— Material to process —
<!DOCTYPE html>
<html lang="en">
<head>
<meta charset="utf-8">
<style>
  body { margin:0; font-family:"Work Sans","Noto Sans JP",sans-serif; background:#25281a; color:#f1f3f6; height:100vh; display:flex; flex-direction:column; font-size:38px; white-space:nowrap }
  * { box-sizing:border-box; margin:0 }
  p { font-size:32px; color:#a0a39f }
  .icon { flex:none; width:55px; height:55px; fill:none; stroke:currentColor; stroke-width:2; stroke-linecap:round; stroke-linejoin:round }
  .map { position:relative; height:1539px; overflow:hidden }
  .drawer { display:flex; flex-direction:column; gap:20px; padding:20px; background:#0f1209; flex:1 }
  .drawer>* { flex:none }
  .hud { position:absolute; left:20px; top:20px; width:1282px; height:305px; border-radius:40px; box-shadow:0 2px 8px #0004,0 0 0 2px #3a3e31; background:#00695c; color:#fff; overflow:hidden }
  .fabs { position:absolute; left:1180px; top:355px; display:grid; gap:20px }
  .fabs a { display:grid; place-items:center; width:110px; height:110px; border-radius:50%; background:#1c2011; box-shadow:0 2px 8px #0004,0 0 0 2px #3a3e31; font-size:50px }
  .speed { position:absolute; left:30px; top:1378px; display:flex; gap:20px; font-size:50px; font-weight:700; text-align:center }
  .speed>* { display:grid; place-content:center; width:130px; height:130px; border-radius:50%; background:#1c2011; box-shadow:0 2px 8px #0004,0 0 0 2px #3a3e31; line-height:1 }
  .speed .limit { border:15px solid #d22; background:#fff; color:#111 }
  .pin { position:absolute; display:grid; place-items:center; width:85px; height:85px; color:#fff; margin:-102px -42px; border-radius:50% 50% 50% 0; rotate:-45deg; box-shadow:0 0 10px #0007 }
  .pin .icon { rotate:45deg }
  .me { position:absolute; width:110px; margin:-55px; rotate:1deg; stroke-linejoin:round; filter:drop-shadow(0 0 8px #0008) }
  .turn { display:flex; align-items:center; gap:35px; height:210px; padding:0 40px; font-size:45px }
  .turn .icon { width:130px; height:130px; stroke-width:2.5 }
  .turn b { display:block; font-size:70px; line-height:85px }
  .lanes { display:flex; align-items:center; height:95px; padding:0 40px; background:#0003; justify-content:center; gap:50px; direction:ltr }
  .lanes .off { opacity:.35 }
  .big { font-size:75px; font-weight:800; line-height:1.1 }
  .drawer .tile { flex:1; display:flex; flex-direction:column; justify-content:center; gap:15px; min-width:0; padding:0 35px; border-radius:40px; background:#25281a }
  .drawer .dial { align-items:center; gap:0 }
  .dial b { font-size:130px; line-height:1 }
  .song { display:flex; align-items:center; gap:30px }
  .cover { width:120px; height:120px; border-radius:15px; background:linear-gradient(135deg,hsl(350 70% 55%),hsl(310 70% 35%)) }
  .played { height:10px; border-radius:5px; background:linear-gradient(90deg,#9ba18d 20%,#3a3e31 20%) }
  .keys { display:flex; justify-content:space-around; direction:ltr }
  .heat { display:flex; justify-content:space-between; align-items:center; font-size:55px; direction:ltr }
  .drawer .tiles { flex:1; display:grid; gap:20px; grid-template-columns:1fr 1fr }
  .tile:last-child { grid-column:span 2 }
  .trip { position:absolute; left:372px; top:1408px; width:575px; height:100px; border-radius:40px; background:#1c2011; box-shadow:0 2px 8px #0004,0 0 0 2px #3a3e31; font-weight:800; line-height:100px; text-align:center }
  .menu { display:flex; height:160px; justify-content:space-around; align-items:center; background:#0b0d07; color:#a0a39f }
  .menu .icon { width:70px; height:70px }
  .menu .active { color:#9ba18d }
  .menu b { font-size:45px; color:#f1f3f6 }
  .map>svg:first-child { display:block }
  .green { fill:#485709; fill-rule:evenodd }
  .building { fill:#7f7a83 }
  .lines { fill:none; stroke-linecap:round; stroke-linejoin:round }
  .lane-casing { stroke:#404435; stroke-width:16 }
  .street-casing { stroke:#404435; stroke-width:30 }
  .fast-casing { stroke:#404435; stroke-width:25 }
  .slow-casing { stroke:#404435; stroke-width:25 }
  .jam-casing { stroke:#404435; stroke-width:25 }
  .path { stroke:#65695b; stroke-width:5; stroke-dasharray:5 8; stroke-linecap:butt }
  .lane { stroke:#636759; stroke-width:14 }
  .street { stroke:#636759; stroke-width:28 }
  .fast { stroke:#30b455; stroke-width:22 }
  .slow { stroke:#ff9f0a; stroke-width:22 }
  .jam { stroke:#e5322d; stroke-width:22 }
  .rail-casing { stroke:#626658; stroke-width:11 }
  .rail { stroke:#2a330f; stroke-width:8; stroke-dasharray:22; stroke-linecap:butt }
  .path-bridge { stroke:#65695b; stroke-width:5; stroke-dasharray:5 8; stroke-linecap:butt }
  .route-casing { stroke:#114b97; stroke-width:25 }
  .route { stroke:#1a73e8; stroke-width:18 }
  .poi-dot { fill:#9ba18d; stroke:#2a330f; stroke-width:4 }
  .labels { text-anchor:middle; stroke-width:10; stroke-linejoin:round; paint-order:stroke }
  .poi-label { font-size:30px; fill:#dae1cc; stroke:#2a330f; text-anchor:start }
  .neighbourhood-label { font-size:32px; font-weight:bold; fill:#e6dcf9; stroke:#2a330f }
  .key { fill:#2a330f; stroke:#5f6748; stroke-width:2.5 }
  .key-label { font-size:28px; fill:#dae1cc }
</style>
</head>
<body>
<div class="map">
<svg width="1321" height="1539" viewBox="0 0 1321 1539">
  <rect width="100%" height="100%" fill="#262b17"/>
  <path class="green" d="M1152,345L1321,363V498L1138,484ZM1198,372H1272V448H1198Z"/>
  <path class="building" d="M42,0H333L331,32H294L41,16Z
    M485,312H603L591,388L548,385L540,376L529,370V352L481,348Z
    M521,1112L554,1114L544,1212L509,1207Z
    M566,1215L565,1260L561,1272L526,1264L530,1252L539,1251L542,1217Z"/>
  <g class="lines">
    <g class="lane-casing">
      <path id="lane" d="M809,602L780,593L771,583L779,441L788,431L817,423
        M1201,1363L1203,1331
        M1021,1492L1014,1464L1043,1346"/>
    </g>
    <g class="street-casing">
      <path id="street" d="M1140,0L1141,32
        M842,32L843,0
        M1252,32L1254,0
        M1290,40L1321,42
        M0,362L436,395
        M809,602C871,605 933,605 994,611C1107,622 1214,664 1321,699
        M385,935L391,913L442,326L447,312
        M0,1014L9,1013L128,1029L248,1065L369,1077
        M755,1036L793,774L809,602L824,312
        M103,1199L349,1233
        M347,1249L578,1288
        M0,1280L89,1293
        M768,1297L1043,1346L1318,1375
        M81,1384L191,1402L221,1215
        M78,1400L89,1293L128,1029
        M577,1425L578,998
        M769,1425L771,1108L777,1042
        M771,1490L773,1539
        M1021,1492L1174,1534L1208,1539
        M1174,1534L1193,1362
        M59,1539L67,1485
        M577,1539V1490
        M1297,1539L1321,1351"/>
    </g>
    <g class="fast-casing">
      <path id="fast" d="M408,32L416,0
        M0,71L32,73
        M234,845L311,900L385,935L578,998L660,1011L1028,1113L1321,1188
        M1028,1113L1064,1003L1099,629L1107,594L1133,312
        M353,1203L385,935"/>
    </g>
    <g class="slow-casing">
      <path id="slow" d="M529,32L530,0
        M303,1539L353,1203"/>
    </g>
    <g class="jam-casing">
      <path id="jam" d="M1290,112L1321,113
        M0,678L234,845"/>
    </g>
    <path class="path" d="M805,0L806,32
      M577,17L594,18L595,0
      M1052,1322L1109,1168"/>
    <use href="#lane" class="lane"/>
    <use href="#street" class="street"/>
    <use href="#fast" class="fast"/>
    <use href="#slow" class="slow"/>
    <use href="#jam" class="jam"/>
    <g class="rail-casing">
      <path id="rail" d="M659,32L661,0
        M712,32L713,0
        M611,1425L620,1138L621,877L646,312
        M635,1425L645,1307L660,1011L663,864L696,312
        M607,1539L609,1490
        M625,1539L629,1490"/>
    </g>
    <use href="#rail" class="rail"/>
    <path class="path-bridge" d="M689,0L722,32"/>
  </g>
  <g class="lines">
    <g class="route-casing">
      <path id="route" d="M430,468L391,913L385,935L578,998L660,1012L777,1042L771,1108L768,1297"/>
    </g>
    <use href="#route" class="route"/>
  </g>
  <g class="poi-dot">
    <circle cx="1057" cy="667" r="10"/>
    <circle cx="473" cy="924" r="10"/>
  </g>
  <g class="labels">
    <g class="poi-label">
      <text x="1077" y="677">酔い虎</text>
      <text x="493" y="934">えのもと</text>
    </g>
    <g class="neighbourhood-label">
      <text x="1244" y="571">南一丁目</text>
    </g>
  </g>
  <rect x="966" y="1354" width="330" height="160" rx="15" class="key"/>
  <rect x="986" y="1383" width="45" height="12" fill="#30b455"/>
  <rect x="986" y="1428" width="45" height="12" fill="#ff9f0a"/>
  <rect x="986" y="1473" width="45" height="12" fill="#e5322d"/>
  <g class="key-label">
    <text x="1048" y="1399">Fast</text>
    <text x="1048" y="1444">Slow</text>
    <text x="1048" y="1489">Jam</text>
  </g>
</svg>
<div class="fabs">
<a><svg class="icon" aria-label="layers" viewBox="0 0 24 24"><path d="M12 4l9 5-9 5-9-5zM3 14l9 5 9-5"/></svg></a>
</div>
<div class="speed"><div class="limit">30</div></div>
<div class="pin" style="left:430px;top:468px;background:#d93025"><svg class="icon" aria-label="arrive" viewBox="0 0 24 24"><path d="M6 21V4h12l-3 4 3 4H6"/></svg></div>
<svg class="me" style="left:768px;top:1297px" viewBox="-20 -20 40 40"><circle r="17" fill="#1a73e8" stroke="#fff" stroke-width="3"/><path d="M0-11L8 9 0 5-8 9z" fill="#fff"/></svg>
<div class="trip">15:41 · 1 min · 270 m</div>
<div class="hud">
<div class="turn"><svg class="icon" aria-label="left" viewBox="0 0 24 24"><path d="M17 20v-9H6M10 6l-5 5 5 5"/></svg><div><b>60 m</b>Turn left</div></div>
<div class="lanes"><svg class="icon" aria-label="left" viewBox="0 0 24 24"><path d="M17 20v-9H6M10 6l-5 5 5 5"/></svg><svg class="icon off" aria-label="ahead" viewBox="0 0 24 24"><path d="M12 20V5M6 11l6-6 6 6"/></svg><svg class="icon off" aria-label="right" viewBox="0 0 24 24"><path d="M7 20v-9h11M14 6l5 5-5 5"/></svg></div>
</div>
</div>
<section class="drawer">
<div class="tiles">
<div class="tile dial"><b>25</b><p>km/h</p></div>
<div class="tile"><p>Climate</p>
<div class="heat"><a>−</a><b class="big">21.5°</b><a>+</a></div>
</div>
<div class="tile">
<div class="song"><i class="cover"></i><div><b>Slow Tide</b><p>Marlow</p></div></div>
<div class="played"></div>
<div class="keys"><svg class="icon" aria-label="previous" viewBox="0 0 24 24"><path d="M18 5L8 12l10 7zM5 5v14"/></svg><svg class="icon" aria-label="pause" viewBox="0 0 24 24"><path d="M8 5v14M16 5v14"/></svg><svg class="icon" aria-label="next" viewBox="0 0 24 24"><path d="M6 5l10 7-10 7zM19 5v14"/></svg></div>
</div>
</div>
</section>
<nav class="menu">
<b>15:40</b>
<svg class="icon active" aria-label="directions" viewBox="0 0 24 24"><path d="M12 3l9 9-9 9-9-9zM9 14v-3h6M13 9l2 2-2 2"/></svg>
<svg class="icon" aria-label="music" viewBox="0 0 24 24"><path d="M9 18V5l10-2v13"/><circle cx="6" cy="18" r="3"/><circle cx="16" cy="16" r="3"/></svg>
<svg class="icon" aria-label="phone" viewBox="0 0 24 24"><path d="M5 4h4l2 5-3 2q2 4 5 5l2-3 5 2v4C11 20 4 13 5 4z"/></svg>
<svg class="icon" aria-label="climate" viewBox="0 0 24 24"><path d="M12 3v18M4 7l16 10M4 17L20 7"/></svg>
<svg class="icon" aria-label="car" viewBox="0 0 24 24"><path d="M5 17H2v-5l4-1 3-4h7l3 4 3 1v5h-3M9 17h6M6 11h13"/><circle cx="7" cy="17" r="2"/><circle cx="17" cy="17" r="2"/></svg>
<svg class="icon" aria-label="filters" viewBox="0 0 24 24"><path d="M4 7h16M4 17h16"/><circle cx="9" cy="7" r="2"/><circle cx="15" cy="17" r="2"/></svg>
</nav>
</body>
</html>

— Work order —
Within the entries above, find each line where "limit" appears; copy every one.

— Result of the task —
  .speed .limit { border:15px solid #d22; background:#fff; color:#111 }
<div class="speed"><div class="limit">30</div></div>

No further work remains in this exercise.